Study of the Thermochemistry for Oxygen Production for a Solar Sulfur-ammonia

Description

The purpose of this study was to investigate the oxygen sub-cycle of a solar- thermochemical water-splitting cycle for hydrogen production. The study focuses on the thermal decomposition of molten salts in a sulfur-ammonia cycle, which evolves ammonia and SO3 in two reactors. The molten salts proposed are a mixture of (NH4)2SO4, K2SO4, K2S2O7, Na2SO4, and Na2S2O7. For this cycle to work, the salts must remain liquid with low viscosity for pumping, and ammonia and SO3 must be released separately.

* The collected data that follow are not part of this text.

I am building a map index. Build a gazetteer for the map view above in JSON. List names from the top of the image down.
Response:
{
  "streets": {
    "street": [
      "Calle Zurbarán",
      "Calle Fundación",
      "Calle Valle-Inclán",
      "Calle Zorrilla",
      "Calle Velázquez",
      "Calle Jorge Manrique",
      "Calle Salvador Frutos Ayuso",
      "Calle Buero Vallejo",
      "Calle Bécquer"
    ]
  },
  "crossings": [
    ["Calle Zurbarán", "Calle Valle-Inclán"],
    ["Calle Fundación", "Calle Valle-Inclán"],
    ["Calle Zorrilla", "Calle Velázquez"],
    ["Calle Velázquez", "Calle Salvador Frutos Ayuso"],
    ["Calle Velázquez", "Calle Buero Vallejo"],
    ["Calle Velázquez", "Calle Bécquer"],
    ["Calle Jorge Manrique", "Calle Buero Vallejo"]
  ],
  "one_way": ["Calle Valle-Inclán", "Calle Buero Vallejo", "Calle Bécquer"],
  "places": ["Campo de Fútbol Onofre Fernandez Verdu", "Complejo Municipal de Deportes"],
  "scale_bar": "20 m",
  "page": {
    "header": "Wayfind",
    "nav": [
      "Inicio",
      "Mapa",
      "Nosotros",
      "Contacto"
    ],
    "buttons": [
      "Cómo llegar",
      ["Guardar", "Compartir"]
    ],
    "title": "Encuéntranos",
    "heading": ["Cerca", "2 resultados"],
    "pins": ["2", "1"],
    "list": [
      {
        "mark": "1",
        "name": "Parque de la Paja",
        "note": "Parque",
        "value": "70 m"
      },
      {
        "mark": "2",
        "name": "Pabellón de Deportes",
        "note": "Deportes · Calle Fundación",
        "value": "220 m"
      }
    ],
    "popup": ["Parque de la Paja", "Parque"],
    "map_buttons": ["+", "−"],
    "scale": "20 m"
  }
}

Therefore, melting temperatures and the viscosity of various salt mixtures were measured. Thermogravimetric, differential thermal (TG/DTA), residual gas (RGA), and chemical analyses were employed to study the salt decomposition. The mixtures of K2SO4+4K2S2O7+Na2SO4+ 4Na2S2O7 and K2SO4+9K2S2O7+Na2SO4+ 9Na2S2O7 with melting temperatures 343±11°C and 332±7.8°C, respectively, would be appropriate for the streams between the reactors. The TG/DTA showed that (NH4)2SO4+2K2SO4+8K2S2O7 decomposition resulted in separate ammonia (269°C) and SO3 release (373°C). The RGA data for (NH4)2SO4+K2SO4+4K2S2O7+Na2SO4+4Na2S2O7 decomposition suggested that 25°C separated the end of ammonia (475°C) and the start of SO3 release (500°C). This was confirmed by monitoring the pH of a solution through which the evolved gas was bubbled. The mass balance experiment showed that, when held at 475°C for 60 minutes, 21% of the ammonia expected to be evolved was released. The addition of 10g of water to 2g of salt mixtures resulted in 58% of the ammonia expected being released. The viscosity of K2SO4+4K2S2O7+Na2SO4+4Na2S2O7 and K2SO4+9K2S2O7+Na2SO4+9Na2S2O7 ranged from 2.6cP to 9.3cP between 393°C and 510°C, which means that they could be pumped.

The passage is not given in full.